Времени на обдумывание создавшейся ситуации не было.
«А вдруг это подвох? Откуда оружие? Каким образом Евстигнеев узнал, что я в СИЗО? Почему он вышел именно на эту фельдшерицу? — мельтешили в голове мысли. — Что делать?»
Все подозрения перевешивал документ, подтверждающий факт собственной смерти.
— Ладно, что я должен делать?
— Остаться в живых. Сначала мы думали вооружить вас ножом, но вы ослабли и вряд ли справитесь с двумя.
— С двумя? Эти новички в санчасти мои убийцы?

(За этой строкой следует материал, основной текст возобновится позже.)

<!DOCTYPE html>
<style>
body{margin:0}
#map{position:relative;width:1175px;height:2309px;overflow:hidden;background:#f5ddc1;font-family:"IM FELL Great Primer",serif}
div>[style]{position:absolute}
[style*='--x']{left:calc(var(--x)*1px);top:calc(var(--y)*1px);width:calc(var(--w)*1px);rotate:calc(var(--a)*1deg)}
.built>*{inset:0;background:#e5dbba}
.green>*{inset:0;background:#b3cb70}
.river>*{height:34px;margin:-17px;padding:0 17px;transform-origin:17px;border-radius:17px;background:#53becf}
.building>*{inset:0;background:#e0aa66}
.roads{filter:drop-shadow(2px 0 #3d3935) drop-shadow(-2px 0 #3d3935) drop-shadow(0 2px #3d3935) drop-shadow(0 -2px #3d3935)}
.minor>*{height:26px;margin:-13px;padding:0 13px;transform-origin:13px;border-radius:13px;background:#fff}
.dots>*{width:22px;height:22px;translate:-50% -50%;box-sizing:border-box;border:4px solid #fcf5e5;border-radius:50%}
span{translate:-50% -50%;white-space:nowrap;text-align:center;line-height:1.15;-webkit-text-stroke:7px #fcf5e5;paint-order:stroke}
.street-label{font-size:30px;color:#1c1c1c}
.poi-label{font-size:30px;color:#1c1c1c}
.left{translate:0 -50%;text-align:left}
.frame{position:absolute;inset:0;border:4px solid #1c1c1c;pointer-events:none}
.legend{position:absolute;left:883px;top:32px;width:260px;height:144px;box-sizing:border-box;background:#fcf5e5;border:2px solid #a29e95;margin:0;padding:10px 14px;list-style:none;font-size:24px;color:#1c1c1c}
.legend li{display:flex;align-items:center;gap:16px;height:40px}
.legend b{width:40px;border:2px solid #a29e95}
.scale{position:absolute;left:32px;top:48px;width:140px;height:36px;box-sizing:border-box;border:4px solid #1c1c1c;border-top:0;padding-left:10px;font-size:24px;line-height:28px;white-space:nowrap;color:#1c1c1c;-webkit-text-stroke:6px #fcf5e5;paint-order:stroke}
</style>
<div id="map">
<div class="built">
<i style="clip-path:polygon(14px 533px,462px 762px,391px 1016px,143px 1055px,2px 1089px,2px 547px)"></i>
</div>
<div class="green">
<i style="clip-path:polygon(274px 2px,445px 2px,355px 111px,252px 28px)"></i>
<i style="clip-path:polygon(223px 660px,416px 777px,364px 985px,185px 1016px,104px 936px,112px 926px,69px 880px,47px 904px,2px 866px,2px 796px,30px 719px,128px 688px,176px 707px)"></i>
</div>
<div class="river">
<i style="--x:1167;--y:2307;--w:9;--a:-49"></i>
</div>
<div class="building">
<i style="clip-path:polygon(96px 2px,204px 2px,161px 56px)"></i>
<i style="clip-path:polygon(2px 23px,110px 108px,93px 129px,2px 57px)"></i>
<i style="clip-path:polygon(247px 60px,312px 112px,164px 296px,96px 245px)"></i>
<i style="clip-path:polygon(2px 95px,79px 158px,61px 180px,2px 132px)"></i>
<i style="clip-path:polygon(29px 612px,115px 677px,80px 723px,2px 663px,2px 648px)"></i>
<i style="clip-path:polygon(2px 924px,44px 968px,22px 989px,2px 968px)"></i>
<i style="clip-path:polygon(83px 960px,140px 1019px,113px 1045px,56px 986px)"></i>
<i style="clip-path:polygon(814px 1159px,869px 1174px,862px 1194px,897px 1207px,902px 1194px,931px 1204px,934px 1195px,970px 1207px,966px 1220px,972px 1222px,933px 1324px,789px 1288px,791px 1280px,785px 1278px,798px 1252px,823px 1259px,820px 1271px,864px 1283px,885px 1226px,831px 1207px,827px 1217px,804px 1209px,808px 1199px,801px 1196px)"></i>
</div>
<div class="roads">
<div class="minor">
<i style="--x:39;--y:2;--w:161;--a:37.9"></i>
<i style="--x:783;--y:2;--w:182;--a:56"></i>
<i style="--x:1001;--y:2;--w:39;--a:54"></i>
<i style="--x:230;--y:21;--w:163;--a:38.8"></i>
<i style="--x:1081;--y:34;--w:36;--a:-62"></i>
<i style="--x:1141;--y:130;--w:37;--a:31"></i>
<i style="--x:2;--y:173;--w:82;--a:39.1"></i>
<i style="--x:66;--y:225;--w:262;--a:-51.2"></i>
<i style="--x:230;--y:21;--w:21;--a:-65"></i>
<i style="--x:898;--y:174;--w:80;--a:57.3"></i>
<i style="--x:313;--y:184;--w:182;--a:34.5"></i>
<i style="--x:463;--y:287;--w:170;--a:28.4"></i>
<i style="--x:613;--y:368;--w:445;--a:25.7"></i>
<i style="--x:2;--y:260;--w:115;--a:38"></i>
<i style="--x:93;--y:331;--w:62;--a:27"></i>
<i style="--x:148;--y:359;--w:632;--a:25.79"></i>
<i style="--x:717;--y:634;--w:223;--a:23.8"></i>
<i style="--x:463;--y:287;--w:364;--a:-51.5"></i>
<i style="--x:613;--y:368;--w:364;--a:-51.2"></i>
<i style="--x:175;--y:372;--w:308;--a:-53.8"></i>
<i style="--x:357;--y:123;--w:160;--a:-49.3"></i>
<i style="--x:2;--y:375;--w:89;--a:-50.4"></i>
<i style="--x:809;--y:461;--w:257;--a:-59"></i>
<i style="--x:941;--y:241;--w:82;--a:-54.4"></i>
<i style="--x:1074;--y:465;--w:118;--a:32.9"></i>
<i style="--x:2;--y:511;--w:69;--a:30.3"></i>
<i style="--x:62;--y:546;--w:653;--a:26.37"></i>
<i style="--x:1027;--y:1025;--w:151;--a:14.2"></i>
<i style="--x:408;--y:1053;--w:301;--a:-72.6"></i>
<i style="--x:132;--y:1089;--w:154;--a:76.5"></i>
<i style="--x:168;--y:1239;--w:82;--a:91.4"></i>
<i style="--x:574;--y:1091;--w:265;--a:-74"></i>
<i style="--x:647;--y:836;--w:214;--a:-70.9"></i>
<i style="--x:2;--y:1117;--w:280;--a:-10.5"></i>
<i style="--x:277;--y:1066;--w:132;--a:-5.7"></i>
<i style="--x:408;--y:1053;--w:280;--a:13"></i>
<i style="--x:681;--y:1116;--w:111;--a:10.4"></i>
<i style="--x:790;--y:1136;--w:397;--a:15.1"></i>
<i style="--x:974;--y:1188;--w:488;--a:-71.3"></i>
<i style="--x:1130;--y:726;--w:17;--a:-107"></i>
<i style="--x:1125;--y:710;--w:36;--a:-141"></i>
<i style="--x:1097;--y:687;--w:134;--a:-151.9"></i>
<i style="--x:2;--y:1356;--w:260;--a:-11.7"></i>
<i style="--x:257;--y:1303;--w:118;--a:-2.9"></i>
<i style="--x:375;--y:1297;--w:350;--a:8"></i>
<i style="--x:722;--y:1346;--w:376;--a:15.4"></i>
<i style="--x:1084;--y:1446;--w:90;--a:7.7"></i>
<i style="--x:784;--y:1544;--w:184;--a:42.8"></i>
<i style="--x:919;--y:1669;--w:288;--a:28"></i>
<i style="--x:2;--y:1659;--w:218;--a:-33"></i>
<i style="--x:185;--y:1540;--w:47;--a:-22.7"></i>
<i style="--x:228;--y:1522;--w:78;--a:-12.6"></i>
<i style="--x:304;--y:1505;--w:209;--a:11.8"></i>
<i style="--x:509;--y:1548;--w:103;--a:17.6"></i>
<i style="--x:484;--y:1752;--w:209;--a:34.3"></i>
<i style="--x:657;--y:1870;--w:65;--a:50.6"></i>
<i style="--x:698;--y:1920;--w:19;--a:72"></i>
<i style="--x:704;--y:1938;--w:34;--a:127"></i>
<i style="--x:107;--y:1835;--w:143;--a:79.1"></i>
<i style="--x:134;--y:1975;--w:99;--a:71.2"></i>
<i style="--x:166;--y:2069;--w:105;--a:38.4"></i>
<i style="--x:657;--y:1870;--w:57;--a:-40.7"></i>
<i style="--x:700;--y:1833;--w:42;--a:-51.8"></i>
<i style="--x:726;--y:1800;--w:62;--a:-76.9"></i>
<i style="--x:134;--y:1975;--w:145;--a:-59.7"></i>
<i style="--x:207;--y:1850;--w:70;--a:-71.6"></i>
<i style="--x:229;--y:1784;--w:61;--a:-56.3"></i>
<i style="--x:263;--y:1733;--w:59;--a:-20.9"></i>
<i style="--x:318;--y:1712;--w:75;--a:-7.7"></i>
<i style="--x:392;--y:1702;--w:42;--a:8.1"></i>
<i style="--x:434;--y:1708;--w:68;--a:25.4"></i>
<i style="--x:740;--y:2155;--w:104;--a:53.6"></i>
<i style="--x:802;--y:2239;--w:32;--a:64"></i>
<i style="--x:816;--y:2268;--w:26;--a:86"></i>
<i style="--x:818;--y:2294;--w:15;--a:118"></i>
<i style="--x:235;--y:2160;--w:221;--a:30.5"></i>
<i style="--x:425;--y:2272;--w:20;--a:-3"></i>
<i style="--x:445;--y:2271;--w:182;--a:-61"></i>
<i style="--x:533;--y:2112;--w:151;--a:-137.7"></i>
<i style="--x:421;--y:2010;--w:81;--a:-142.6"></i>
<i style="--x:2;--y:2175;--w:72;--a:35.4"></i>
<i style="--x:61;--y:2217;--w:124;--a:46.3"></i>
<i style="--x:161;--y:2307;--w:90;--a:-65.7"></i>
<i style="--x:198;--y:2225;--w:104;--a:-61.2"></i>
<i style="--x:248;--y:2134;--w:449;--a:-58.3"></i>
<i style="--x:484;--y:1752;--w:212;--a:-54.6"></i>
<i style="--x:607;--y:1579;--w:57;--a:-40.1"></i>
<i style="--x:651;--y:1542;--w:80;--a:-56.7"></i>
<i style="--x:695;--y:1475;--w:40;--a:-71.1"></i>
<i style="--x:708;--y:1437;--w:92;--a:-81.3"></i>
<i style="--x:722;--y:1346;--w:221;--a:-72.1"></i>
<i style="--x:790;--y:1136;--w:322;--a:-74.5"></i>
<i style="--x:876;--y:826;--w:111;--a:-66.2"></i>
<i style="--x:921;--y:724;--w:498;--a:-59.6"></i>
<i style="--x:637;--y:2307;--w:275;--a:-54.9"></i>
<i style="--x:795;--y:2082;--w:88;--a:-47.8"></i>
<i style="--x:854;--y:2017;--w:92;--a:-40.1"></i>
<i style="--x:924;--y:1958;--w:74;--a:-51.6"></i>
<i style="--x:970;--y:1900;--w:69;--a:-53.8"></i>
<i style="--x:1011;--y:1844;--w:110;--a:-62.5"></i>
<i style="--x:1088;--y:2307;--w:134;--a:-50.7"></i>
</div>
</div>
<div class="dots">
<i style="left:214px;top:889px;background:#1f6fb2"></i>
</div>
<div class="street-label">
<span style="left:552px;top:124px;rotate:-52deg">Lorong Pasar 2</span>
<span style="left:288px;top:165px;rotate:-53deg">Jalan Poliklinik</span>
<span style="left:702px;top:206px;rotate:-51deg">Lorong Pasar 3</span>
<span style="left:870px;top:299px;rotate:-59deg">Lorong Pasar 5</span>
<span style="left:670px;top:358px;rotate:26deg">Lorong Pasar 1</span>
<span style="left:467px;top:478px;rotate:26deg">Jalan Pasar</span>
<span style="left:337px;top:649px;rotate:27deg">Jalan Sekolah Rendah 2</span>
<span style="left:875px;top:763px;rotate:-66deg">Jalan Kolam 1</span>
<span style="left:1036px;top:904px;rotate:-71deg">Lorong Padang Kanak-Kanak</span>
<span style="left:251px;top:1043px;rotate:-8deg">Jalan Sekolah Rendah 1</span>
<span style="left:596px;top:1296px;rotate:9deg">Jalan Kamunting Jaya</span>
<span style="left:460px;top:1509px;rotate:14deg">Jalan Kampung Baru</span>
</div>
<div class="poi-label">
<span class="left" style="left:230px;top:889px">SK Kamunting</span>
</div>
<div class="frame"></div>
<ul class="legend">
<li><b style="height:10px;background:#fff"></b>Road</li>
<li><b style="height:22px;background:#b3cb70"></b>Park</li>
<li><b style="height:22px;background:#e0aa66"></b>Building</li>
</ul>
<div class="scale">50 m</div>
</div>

— Пистолет надежнее, — прошептала Елена Анатольевна. — Машина с туберкулезниками пойдет без охраны, будет только Никита Аркадьевич. С документами. Вероятно, в лесу машина остановится. Где точно, не знаю. Вас всех, кто ходит, выведут на прогулку… Те двое, вы их видели в палате, должны стать единственными «свидетелями» вашей кончины от свежего воздуха. Такое бывает. Называется гипервентиляционный пароксизм…
— Это Репьев придумал?
Девушка пожала плечами.
— Этот гад мне сразу не понравился…
— Он не гад. Просто затурканный. Что скажут, то и делает…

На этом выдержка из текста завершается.